Which, what, he was talking nonsense. “You don’t want that fucker coming back from – wait, what, you mean Gabriel?” Dean scowled down at his stupid angel and his stupid hand which was pushing distractedly through Castiel’s stupid hair. “Dude, that’s not an angel. You get that, right? You’ve killed demons before. It’s just a monster now.”

“I know that,” Castiel growled, hoarse through his damaged throat, then he had to stop and close his eyes and breathe for a minute. “I look at it and I see the thing I’ve hunted for years. Gabriel still sees his cousin in it, and that is why he rails at it.” His eyes opened, and he was soaked with rain and doing that tired, earnest look Dean just couldn’t say no to, completely ignoring Sam and Bobby and Gwen where they were hovering over Dean’s shoulders. “You mustn’t let him do that to himself, Dean.”
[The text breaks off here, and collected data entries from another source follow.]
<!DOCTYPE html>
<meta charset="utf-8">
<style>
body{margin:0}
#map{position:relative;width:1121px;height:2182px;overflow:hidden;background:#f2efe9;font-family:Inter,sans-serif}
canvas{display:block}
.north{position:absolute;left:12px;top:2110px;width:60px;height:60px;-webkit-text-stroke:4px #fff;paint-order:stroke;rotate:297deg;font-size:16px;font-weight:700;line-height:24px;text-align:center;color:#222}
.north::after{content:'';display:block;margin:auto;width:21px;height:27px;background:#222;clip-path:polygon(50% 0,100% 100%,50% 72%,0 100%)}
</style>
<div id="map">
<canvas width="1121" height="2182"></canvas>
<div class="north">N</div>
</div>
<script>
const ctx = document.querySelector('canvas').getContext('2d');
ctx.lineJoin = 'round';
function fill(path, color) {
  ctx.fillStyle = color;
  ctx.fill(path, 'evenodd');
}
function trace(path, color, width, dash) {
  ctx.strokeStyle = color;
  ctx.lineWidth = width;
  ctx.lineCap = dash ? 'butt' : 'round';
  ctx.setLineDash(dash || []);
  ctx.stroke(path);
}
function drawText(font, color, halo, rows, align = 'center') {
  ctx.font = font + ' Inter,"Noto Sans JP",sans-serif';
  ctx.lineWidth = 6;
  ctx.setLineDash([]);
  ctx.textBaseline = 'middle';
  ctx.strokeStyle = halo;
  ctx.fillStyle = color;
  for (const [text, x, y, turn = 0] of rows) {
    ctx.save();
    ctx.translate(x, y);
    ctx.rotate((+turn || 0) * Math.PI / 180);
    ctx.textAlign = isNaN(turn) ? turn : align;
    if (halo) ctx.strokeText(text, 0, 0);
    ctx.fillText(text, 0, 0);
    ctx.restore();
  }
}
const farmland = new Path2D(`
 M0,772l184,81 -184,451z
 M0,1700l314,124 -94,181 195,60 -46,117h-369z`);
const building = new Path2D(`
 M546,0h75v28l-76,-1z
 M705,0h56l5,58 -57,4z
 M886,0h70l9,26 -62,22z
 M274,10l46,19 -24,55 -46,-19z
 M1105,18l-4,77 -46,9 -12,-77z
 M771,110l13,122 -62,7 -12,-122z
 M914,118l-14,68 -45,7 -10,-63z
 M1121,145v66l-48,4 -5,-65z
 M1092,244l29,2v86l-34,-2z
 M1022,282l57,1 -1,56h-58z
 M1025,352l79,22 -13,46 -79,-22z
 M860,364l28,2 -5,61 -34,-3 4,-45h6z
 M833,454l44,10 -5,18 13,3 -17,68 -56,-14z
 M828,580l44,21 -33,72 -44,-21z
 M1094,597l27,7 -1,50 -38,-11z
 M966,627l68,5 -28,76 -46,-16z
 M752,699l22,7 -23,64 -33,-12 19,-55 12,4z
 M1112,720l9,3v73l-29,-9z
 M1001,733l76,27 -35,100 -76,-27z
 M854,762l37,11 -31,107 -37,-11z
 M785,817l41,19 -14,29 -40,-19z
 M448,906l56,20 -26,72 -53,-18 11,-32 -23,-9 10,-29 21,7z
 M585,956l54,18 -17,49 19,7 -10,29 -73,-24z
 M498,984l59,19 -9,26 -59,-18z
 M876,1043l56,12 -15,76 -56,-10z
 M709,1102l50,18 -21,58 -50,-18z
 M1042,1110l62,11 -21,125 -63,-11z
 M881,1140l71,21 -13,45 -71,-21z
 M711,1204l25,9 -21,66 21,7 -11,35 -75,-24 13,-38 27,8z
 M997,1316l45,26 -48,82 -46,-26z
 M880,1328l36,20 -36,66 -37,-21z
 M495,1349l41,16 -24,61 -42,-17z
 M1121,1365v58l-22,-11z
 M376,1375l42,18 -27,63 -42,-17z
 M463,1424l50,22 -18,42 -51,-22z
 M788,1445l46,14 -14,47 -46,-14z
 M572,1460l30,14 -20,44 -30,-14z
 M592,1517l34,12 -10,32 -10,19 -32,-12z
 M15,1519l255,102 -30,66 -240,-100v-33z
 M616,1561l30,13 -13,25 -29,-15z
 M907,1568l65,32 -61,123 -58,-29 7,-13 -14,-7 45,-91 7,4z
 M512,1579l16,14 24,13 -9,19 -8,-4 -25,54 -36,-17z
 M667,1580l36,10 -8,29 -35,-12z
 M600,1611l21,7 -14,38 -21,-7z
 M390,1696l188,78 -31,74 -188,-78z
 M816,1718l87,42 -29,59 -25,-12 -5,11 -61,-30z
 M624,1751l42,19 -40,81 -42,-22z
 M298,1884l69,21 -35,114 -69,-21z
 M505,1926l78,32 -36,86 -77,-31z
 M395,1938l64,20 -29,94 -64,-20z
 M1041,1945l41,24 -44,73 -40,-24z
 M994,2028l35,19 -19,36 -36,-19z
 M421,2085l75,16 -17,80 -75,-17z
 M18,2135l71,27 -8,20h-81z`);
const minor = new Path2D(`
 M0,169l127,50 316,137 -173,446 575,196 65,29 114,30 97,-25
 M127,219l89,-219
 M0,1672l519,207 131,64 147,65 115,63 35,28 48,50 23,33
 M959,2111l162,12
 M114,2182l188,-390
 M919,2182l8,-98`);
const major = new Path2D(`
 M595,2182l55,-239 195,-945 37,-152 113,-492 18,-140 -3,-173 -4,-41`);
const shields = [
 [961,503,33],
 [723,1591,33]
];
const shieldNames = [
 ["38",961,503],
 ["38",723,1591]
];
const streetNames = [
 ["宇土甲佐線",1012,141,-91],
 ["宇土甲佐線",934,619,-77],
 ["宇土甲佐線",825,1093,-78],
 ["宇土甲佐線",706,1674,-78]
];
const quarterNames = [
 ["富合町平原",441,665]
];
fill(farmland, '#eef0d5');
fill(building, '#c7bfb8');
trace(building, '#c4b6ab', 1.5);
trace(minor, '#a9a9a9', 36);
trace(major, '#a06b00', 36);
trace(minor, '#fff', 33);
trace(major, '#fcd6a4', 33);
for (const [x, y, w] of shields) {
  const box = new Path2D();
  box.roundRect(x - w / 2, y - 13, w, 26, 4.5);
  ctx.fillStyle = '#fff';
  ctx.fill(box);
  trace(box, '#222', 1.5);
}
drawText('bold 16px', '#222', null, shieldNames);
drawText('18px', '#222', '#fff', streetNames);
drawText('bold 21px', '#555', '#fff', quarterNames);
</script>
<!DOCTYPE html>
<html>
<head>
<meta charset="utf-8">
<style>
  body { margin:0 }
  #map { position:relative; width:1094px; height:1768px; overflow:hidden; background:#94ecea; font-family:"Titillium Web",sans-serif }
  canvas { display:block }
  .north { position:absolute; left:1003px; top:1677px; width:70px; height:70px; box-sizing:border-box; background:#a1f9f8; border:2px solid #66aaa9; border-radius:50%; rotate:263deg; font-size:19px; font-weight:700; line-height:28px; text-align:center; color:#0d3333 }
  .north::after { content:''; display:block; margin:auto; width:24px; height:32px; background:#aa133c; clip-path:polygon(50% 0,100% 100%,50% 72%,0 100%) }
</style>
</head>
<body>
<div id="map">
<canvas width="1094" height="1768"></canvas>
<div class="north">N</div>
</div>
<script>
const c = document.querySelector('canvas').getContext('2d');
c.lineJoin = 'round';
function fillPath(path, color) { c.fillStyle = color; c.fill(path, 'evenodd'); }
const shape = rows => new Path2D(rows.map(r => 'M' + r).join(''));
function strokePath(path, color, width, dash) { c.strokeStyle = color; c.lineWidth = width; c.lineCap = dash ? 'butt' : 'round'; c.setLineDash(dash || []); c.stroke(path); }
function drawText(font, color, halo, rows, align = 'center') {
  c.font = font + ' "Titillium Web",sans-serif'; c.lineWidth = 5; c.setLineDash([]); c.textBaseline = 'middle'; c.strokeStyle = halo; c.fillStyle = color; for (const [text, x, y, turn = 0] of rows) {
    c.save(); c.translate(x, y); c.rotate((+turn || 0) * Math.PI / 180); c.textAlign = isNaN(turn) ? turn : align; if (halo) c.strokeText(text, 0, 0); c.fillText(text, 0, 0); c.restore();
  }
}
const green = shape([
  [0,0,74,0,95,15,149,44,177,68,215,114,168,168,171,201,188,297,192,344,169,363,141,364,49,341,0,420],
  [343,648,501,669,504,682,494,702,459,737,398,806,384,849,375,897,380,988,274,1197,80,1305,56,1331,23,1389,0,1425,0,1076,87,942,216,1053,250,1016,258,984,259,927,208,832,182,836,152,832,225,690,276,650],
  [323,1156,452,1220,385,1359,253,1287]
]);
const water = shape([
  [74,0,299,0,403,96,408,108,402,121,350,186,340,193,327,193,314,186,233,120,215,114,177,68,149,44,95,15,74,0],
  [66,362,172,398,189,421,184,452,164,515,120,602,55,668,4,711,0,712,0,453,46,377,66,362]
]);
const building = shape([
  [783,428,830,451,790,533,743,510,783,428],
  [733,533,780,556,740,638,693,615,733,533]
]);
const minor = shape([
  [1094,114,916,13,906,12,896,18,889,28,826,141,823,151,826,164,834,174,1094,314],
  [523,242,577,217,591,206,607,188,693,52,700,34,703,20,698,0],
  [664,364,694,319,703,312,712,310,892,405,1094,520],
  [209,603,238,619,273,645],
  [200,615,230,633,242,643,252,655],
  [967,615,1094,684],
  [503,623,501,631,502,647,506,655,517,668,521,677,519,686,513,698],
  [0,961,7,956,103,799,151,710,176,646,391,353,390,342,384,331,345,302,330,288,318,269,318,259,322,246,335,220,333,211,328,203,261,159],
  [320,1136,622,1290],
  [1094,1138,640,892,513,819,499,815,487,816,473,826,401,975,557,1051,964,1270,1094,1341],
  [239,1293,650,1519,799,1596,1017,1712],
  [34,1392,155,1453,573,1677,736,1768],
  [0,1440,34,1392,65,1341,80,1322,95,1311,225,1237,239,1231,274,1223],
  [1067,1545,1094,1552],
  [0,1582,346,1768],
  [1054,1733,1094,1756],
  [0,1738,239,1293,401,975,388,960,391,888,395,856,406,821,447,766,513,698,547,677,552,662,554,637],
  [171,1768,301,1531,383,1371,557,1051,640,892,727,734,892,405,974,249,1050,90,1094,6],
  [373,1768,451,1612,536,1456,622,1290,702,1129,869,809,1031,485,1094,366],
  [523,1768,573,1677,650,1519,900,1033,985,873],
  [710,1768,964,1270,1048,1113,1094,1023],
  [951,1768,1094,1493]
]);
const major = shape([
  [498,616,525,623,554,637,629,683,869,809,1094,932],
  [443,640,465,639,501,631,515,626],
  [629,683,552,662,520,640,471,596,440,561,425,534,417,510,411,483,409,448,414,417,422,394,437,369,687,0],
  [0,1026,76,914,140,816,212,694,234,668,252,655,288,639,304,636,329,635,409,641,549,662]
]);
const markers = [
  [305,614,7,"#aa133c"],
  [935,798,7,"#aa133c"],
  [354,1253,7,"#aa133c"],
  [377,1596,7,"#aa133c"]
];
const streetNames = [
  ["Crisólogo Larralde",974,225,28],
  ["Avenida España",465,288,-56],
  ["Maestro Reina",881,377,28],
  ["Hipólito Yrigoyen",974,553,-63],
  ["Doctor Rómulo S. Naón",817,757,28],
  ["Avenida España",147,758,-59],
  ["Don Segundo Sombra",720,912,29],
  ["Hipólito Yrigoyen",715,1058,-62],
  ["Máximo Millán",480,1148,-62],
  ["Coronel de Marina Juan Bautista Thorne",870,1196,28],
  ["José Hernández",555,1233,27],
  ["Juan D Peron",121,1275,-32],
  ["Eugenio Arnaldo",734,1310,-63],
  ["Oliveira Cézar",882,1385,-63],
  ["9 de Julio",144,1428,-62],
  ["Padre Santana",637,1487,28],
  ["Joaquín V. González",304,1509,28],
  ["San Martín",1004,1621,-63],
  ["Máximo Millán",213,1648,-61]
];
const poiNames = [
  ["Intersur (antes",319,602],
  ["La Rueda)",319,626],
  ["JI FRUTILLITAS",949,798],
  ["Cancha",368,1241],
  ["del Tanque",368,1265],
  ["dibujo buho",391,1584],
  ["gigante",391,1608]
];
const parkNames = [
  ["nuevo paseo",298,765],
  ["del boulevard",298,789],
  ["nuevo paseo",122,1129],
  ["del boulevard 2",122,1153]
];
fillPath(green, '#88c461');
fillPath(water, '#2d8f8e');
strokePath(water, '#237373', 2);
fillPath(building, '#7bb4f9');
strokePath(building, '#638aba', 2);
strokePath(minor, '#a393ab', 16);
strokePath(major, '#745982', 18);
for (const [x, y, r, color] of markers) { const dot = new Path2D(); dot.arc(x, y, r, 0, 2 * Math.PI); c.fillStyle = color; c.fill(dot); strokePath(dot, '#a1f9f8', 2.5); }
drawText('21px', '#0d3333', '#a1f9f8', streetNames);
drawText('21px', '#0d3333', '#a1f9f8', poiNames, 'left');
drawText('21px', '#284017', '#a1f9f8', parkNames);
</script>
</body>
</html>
“... Fine.” Dean stood up, glared down the slope to the tussle of copper feathers and red-smeared skin and muddy hair and grey flesh wrestling savagely below him. Then he glared back down at Cas, and stuck a finger in his face just in case. “You die and I’ll kill you.”

Castiel blinked at him, and opened his mouth like he wanted to argue the logic behind that; but Dean was already gone, three paces behind Sam, slip-running back down the stupid hill that was starting to look like a mudslide by now, and seriously, all this up-and-down business would have been a hell of a lot easier with wings for balancing on.

Gabriel was a creature of mud and blood, face streaked, hair matted, feathers clumped hopelessly together, and clothes unrecognisable. His sword was gone, glowing somewhere down by the foot of the hill, and Lucifer’s teeth were sinking into his throat. Gabriel drove his fist into Lucifer’s belly, ripping a snarl like a cough out of him that tore the demon’s mouth free of his neck. Lucifer’s hawk-taloned fingers raked across his back, down over his hip, leaving great tattered rents in clothes and flesh, so Gabriel spat mud in his face and drew back and punched his mouth, wings back-pedalling for balance, then slammed a foot hard into the shaggy goat’s knee of his leg.

Bone snapped, and Lucifer screeched like metal dragged over metal.

Dean didn’t even get halfway to them before Anna and Rachel crested the trees, flying awkwardly, holding something between them, slung on chains or ropes that shone with some kind of enchantment, some kind of containment. Whatever it was glowed, not the bright light of the angels but the sickly tempting glow of the marshes, and it writhed and squirmed without any real shape, like blood in the water. And Dean could feel it – it was held there, barely bound, and it was hungry.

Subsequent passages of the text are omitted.